(Collected data entries)
★ ★ ★

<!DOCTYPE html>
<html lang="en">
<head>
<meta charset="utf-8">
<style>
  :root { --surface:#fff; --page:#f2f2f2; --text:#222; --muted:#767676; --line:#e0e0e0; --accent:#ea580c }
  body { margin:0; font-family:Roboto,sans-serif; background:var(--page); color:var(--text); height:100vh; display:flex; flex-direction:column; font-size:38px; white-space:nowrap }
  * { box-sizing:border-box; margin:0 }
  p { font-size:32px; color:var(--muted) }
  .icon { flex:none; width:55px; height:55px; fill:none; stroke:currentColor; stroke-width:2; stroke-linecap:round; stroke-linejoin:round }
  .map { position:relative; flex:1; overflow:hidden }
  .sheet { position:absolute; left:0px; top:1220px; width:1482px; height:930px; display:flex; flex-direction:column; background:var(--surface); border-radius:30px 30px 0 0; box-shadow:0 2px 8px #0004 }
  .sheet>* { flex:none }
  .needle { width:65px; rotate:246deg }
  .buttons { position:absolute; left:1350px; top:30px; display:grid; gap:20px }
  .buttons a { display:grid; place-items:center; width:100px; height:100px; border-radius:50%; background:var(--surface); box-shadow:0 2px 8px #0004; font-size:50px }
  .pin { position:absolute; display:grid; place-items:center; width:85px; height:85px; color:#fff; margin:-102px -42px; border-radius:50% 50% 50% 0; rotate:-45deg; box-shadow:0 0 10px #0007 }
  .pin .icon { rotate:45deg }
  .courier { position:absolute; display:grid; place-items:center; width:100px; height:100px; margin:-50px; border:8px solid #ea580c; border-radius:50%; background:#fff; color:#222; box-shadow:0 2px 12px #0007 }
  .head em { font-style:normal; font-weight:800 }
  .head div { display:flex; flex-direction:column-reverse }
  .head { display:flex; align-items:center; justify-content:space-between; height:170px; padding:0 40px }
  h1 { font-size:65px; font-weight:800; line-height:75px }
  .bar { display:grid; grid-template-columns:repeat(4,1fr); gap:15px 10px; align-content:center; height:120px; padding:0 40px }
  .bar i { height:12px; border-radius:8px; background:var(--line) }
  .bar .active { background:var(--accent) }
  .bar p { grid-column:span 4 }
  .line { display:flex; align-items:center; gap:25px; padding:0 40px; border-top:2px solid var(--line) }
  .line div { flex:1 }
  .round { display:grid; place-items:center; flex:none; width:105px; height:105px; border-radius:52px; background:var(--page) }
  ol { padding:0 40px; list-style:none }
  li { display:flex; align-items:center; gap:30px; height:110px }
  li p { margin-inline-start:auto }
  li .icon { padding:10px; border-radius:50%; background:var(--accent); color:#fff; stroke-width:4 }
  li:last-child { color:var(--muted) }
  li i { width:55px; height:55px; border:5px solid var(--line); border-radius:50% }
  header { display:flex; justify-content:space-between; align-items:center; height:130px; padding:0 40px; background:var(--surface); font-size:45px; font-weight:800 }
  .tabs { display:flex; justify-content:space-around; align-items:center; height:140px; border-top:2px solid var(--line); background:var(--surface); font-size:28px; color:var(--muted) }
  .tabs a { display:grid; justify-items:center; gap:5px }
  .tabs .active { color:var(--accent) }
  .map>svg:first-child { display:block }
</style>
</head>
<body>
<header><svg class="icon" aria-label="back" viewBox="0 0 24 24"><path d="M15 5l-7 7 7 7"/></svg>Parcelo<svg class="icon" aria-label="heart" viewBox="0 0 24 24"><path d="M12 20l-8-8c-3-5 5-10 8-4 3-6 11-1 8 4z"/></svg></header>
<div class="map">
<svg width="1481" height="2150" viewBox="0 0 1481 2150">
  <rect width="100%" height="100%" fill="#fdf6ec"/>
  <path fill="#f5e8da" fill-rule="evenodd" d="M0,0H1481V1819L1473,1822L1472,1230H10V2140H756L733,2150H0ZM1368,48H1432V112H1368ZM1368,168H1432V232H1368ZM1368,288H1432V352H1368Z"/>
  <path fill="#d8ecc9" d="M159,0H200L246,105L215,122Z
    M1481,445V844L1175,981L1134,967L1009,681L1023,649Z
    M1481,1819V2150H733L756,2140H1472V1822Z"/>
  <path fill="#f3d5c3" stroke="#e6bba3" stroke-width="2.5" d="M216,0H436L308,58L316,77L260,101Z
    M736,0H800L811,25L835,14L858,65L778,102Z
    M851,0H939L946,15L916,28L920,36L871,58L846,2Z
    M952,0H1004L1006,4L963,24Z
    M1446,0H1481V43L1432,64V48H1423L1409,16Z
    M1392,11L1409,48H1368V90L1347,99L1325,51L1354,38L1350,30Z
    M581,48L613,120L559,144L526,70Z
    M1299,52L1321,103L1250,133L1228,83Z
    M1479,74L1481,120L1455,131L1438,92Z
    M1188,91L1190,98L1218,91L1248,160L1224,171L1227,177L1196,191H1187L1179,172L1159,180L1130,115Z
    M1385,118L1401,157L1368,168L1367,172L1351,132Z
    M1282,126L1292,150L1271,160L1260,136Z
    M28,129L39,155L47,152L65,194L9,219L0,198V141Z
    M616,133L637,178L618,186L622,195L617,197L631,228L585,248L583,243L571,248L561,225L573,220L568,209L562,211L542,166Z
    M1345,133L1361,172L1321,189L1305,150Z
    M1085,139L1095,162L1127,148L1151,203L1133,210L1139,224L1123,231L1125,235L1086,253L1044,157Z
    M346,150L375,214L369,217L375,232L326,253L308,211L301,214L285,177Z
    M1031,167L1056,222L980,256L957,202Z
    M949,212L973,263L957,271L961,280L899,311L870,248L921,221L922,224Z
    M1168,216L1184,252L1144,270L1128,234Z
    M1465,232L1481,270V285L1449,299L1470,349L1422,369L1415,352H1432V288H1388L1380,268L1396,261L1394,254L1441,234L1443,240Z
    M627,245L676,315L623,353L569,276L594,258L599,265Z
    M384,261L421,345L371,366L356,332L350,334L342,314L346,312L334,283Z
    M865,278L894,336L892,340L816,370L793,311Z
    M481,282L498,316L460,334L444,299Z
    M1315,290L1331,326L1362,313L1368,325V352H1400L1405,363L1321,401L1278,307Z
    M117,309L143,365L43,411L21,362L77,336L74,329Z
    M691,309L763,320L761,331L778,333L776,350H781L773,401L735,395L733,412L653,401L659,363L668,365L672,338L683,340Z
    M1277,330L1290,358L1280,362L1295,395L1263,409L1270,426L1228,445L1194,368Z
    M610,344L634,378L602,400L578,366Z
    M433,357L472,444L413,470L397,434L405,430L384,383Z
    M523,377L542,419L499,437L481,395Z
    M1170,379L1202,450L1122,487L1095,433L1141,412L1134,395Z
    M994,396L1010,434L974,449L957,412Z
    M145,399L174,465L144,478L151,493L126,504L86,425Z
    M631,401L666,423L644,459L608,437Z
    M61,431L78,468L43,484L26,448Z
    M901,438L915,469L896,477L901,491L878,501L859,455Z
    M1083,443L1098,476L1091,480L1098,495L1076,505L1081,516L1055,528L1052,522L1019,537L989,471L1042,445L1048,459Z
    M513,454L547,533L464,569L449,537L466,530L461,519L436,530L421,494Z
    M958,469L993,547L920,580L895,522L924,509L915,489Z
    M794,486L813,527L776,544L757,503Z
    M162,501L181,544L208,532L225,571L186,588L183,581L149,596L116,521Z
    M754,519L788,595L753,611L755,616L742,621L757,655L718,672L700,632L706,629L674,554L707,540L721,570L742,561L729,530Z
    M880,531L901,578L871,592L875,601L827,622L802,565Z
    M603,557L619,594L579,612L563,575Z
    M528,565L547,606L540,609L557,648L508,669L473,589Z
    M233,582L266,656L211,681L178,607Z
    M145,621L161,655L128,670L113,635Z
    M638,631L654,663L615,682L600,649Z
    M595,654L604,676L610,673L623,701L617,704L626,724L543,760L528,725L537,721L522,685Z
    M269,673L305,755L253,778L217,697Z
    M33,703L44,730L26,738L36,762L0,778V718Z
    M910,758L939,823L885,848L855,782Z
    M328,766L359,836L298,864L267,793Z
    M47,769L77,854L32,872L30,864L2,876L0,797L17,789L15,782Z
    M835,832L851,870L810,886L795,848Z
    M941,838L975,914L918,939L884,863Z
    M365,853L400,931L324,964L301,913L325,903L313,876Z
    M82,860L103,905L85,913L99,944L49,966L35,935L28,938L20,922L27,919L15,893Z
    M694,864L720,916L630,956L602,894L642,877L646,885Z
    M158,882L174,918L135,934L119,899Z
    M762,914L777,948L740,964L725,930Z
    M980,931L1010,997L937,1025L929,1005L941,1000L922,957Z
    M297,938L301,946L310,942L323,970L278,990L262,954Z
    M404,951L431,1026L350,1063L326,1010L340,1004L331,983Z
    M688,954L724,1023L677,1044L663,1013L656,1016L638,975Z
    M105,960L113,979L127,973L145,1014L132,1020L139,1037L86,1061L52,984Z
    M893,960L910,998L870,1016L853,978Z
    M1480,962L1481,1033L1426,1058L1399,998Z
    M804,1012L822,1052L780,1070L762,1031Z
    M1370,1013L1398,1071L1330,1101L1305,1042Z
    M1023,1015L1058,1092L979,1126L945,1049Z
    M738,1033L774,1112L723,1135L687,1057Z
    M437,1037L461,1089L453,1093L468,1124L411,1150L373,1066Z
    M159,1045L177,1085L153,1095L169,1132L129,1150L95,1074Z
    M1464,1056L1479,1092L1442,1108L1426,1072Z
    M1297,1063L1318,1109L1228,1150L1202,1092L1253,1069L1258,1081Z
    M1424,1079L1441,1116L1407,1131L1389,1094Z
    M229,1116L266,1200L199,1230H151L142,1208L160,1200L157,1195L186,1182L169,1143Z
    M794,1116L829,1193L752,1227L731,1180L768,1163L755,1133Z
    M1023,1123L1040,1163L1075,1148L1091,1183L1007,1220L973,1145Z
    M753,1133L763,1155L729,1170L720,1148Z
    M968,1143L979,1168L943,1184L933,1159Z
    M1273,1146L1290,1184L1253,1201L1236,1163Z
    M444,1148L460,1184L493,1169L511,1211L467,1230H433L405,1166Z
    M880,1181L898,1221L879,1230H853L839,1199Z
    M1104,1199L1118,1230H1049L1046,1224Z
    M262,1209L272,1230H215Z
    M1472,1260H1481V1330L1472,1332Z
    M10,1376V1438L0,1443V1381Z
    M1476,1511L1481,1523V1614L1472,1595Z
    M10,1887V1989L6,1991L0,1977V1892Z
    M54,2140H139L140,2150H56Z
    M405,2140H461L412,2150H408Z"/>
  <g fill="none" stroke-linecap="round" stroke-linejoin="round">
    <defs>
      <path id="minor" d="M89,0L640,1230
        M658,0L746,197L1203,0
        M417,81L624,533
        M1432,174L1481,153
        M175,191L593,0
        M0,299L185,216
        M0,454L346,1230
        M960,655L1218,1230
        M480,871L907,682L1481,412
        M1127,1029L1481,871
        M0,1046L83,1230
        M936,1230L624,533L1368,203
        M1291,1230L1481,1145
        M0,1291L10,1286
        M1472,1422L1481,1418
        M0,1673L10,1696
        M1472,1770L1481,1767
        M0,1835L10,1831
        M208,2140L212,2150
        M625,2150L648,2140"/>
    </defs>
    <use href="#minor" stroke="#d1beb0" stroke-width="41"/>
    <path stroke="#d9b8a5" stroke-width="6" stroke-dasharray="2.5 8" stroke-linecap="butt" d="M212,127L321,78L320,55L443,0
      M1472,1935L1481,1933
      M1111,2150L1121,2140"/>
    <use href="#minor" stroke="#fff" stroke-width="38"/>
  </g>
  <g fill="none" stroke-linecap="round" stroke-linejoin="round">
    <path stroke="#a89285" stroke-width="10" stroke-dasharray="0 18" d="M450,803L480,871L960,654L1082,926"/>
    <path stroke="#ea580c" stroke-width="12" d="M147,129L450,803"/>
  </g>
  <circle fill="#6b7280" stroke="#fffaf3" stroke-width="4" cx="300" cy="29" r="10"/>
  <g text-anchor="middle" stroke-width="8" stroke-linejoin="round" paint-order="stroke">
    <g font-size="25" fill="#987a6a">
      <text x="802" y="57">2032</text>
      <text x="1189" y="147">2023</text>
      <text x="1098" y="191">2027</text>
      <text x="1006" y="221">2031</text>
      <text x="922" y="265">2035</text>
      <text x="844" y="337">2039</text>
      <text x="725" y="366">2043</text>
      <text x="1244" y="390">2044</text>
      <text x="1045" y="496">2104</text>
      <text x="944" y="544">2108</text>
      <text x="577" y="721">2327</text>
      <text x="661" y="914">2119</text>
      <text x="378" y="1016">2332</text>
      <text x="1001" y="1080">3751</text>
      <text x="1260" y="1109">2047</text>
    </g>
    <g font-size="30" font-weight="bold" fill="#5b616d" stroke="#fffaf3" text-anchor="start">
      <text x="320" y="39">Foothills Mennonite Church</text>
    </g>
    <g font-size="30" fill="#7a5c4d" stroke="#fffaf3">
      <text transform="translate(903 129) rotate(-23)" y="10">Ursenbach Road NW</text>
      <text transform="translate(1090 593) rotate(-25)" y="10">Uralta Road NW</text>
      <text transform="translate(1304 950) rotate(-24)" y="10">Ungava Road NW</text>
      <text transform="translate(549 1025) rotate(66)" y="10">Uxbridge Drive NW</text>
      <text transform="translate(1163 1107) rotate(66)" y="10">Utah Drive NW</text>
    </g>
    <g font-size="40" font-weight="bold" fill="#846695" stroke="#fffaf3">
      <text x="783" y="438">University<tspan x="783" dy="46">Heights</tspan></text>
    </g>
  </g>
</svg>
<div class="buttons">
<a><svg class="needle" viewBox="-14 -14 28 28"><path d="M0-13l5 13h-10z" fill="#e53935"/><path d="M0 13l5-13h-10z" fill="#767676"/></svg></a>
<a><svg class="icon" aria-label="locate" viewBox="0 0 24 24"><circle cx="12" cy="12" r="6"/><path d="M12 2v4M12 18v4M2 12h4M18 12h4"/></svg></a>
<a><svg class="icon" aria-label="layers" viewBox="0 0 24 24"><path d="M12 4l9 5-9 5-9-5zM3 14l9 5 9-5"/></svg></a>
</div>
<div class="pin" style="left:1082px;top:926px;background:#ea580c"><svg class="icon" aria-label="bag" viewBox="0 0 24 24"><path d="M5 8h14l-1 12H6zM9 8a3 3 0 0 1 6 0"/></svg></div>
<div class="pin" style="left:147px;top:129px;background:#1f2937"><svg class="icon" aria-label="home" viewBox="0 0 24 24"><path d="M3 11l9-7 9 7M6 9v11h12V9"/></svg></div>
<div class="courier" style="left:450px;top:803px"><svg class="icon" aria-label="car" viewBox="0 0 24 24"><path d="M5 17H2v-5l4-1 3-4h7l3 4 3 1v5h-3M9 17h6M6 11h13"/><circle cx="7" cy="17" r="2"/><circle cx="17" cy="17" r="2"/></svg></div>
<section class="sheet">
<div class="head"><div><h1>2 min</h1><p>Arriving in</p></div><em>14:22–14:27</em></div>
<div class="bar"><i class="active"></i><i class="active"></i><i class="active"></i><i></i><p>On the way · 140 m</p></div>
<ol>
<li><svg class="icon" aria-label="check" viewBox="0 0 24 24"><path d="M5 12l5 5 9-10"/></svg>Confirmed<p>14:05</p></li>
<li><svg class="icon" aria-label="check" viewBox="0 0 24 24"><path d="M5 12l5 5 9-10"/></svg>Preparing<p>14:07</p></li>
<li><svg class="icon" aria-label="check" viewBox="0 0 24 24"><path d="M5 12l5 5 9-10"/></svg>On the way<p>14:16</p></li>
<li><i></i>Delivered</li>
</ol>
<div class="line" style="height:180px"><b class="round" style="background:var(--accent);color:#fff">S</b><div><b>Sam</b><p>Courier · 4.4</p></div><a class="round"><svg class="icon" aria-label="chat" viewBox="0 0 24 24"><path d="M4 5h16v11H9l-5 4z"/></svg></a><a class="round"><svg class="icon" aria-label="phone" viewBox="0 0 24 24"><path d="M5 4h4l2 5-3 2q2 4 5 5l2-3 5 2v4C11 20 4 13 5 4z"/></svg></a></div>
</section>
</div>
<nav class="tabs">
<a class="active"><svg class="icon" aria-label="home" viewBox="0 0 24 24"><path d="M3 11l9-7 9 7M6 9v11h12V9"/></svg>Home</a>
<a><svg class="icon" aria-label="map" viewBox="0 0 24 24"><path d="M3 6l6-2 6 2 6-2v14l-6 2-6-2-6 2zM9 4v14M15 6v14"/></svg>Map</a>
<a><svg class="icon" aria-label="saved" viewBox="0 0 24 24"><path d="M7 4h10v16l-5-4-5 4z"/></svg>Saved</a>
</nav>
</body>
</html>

★ ★ ★

■ Exercise brief
Find how many lines in the entries above use the word "body". Write the number alone.

■ Exercise output
3